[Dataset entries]
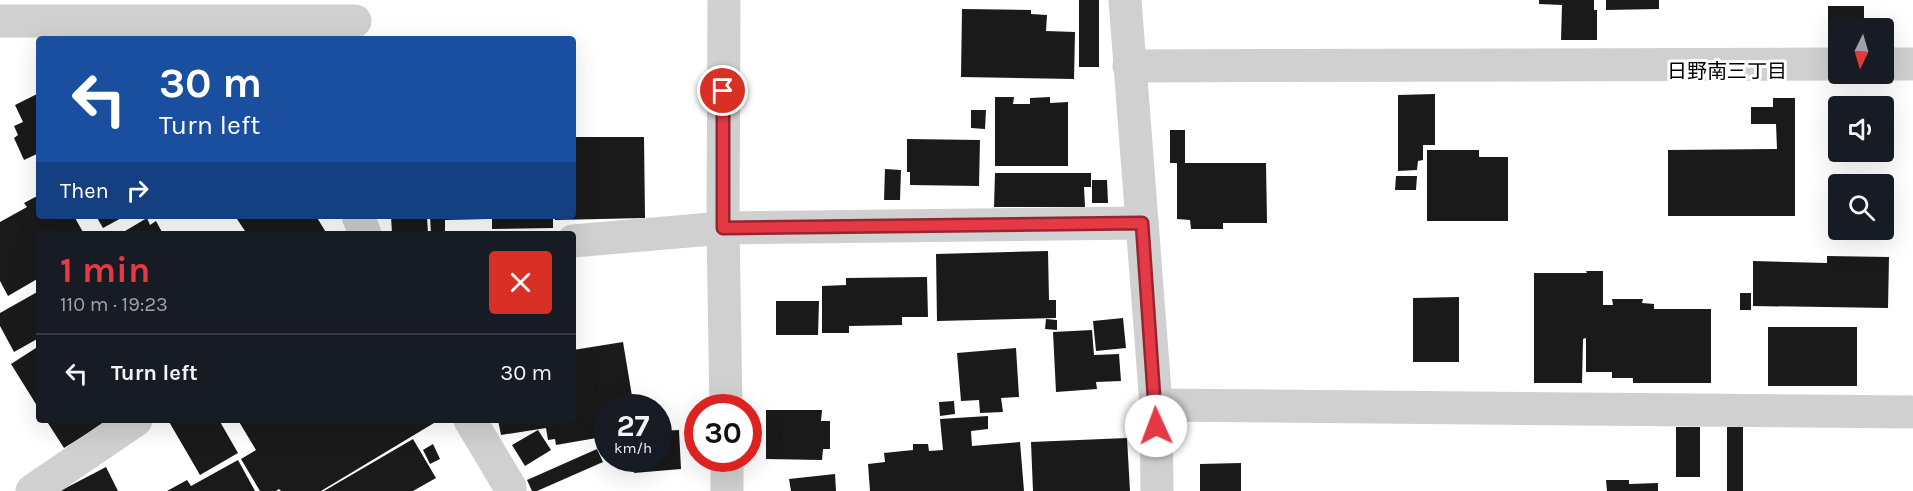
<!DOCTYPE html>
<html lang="en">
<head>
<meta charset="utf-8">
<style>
  body { margin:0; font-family:Karla,"Noto Sans JP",sans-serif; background:#242831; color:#f1f3f6; height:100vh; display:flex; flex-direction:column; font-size:22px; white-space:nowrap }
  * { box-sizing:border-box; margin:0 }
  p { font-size:20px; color:#9ea1a6 }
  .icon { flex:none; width:33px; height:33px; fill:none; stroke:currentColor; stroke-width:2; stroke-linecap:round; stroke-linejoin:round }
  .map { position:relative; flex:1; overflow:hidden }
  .sheet { position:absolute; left:36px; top:231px; width:540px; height:192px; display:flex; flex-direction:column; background:#171b24; border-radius:6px; box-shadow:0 6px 24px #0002 }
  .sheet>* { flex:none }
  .hud { position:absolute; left:36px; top:36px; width:540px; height:183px; border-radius:6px; box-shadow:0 6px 24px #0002; background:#1a4fa0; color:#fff; overflow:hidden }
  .needle { width:39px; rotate:185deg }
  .fabs { position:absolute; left:1828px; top:18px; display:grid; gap:12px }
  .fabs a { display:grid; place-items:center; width:66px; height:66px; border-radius:6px; background:#171b24; box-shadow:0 6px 24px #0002; font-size:30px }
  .speed { position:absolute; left:594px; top:394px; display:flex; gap:12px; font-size:30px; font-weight:700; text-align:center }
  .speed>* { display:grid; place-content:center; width:78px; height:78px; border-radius:50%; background:#171b24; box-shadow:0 6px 24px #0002; line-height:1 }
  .speed small { font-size:15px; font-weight:400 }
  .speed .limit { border:9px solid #d22; background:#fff; color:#111 }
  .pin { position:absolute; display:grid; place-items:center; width:51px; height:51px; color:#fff; margin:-26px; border:3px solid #fff; border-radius:50%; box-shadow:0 2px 6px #0007 }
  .me { position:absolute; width:66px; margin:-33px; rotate:358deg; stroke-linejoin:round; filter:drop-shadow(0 0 4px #0008) }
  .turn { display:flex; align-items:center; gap:21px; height:126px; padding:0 24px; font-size:27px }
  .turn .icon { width:78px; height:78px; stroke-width:2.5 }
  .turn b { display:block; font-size:42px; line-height:51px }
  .then { display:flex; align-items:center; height:57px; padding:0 24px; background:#0003; gap:12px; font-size:22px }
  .round { display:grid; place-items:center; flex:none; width:63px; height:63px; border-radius:6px; background:#242831 }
  .head { display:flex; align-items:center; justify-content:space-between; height:102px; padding:0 24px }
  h1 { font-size:36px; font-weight:700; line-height:45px; color:#e63946 }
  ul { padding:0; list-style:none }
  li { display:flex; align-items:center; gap:18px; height:78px; padding:0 24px; border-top:2px solid #363941 }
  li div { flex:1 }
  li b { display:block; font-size:22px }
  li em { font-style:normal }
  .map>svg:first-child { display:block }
  .building { fill:#1a1a1a }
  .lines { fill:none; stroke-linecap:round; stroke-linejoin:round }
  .minor { stroke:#d0d0d0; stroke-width:33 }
  .route-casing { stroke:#96252e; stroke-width:15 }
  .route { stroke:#e63946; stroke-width:10 }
  .labels { text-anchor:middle; stroke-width:6; stroke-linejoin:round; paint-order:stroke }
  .neighbourhood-label { font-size:20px; fill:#000; stroke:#fff }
</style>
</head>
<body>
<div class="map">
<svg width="1913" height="491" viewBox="0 0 1913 491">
  <rect width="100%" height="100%" fill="#fff"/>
  <g class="building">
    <rect x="1079" y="0" width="20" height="67"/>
    <polygon points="1539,0 1594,0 1594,10 1597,10 1597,40 1561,40 1562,5 1539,4"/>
    <polygon points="1606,0 1659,0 1659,9 1606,10"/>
    <polygon points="1828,6 1864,6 1864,28 1839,28 1839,38 1828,38"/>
    <polygon points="962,9 1031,10 1031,14 1047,15 1046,31 1075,32 1074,79 961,77"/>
    <polygon points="39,93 39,153 24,160 14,138 18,135 14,126 23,122 15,105"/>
    <polygon points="1435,94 1435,145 1423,145 1423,160 1418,161 1417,170 1398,171 1398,95"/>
    <polygon points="995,97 1014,97 1013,104 1030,104 1030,98 1050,97 1050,103 1068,102 1068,166 995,166"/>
    <polygon points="1773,98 1795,98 1795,216 1668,216 1668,150 1777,149 1776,124 1751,124 1751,107 1773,107"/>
    <polygon points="971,110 986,110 985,129 971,128"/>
    <polygon points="1170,130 1185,130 1185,163 1266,163 1267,223 1223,223 1223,229 1191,229 1190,220 1177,219 1177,163 1170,163"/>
    <polygon points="573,137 644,137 645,218 555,220 555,216 573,216"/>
    <polygon points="907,139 980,140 979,186 910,185 910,172 907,172"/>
    <polygon points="1427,150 1479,150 1479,157 1508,157 1508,221 1427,221"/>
    <polygon points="885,169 901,170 900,200 884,200"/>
    <polygon points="995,173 1091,173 1091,187 1084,187 1085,207 994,207"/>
    <polygon points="1396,176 1417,176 1416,190 1395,190"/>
    <polygon points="1092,180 1107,180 1108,203 1092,203"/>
    <polygon points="39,195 39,216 74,216 84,234 39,234 39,278 8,296 0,281 0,222 27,207 24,203"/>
    <polygon points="96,216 125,216 103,228"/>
    <polygon points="235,216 316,216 327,234 247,234"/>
    <polygon points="391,216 427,216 428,234 392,234"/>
    <polygon points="430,216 488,216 488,219 445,220 445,234 431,234"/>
    <polygon points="492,216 553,216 553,228 492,229"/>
    <polygon points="147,218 150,225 156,221 163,234 120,234"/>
    <polygon points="1048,251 1049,300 1056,300 1056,318 937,321 936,254"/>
    <polygon points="1827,256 1889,257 1888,308 1753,306 1753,261 1827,263"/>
    <polygon points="1586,271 1603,271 1603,305 1613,305 1612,299 1643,299 1642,303 1654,304 1654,309 1711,309 1711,383 1633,383 1633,378 1612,378 1612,372 1586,372 1586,338 1583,339 1582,383 1534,383 1534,273 1587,273"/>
    <polygon points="927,277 928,317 902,317 902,325 849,326 849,333 822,333 822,286 846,285 846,278"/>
    <polygon points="39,291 39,338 14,352 0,326 0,313"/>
    <rect x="1740" y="293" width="11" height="17"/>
    <polygon points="1459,297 1459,362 1413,362 1413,298"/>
    <polygon points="776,301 819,301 818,335 776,335"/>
    <polygon points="1123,318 1126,348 1096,351 1093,321"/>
    <polygon points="1046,319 1057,320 1057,330 1045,329"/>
    <rect x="1768" y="327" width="89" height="59"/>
    <polygon points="1092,330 1094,355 1119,354 1121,381 1096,382 1097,389 1056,392 1053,332"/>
    <polygon points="623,342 634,408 608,408 608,414 604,414 608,436 556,445 555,439 548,440 546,428 501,435 498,420 573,420 573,350"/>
    <polygon points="39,346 39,409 11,364"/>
    <polygon points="1016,348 1019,397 1001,398 1003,412 980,413 979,400 961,401 957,353"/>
    <polygon points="954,401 955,414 940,416 939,402"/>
    <polygon points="766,410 822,410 821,421 830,421 830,449 823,449 822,460 766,459"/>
    <polygon points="988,416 988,429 971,431 972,446 1020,442 1024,491 870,491 868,464 885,462 884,453 913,450 913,444 928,444 929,451 943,450 940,419"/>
    <polygon points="46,420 109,420 64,448"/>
    <polygon points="168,420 219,420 238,453 200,475"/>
    <polygon points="238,420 439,420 321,491 281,491 279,489 276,491 260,491 241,459 256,450"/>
    <rect x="1676" y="427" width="24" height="50"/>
    <rect x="1727" y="427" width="16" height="64"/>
    <polygon points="538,430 551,450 525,466 512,445"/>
    <polygon points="679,430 681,469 634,473 633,459 658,459 658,431"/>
    <polygon points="1127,438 1130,491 1033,491 1031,442"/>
    <polygon points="413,439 436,478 413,491 324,491"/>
    <polygon points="433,444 440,459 430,464 423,450"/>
    <polygon points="597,449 603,462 537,491 532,491 527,480"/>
    <polygon points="238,460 255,491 167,491 187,480 191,486"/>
    <polygon points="1241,463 1241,491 1200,491 1200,464"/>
    <polygon points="106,467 118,491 60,491"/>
    <polygon points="835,474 836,491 791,491 789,479"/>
    <polygon points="1606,480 1629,480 1629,484 1658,483 1658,491 1607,491"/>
  </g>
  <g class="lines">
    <g class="minor">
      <polyline points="724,0 723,228 726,408"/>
      <polyline points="1125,0 1156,405 1157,491"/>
      <polyline points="0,21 355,21"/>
      <polyline points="1884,64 1913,64"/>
      <polyline points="1129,66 1839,64"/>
      <polyline points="358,216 365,234"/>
      <polyline points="573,241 723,228 1142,223"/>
      <polyline points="1156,405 1913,412"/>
      <polyline points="470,420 510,487 510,491"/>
      <polyline points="727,459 727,491"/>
      <polyline points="32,491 136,420"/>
    </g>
  </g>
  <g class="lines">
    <defs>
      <polyline id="route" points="723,91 723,228 1142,223 1156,426"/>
    </defs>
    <use href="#route" class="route-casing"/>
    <use href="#route" class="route"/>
  </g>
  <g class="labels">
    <g class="neighbourhood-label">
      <text x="1727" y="78">日野南三丁目</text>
    </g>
  </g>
</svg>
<div class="fabs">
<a><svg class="needle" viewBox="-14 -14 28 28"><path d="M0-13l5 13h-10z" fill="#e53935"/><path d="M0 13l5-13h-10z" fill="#9ea1a6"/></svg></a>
<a><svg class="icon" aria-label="sound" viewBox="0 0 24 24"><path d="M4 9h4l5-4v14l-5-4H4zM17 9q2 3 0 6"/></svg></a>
<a><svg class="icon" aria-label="search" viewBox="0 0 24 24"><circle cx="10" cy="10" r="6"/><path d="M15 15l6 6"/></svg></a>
</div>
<div class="speed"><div>27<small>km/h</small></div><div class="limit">30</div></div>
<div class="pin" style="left:723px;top:91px;background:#d93025"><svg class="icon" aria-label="arrive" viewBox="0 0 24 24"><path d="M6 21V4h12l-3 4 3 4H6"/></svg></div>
<svg class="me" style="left:1156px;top:426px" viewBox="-20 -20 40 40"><circle r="19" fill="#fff"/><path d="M0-13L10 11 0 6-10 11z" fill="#e63946"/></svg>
<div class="hud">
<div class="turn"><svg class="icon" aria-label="left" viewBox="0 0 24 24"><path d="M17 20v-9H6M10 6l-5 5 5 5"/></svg><div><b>30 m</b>Turn left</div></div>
<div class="then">Then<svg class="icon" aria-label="right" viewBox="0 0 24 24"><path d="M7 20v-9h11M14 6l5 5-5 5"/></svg></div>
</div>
<section class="sheet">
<div class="head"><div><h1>1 min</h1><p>110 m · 19:23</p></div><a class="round" style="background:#d93025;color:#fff"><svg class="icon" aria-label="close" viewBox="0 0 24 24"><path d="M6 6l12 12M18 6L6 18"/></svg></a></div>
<ul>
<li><svg class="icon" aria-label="left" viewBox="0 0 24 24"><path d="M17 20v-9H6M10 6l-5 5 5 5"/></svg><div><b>Turn left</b></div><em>30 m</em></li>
</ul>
</section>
</div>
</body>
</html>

### [Assignment]
Return word for word the lines from the beginning of the entries through the line that contains "position:absolute; width:66px; margin:-33px;", both ends included, but no pictures.

### [Solved problem]
<!DOCTYPE html>
<html lang="en">
<head>
<meta charset="utf-8">
<style>
  body { margin:0; font-family:Karla,"Noto Sans JP",sans-serif; background:#242831; color:#f1f3f6; height:100vh; display:flex; flex-direction:column; font-size:22px; white-space:nowrap }
  * { box-sizing:border-box; margin:0 }
  p { font-size:20px; color:#9ea1a6 }
  .icon { flex:none; width:33px; height:33px; fill:none; stroke:currentColor; stroke-width:2; stroke-linecap:round; stroke-linejoin:round }
  .map { position:relative; flex:1; overflow:hidden }
  .sheet { position:absolute; left:36px; top:231px; width:540px; height:192px; display:flex; flex-direction:column; background:#171b24; border-radius:6px; box-shadow:0 6px 24px #0002 }
  .sheet>* { flex:none }
  .hud { position:absolute; left:36px; top:36px; width:540px; height:183px; border-radius:6px; box-shadow:0 6px 24px #0002; background:#1a4fa0; color:#fff; overflow:hidden }
  .needle { width:39px; rotate:185deg }
  .fabs { position:absolute; left:1828px; top:18px; display:grid; gap:12px }
  .fabs a { display:grid; place-items:center; width:66px; height:66px; border-radius:6px; background:#171b24; box-shadow:0 6px 24px #0002; font-size:30px }
  .speed { position:absolute; left:594px; top:394px; display:flex; gap:12px; font-size:30px; font-weight:700; text-align:center }
  .speed>* { display:grid; place-content:center; width:78px; height:78px; border-radius:50%; background:#171b24; box-shadow:0 6px 24px #0002; line-height:1 }
  .speed small { font-size:15px; font-weight:400 }
  .speed .limit { border:9px solid #d22; background:#fff; color:#111 }
  .pin { position:absolute; display:grid; place-items:center; width:51px; height:51px; color:#fff; margin:-26px; border:3px solid #fff; border-radius:50%; box-shadow:0 2px 6px #0007 }
  .me { position:absolute; width:66px; margin:-33px; rotate:358deg; stroke-linejoin:round; filter:drop-shadow(0 0 4px #0008) }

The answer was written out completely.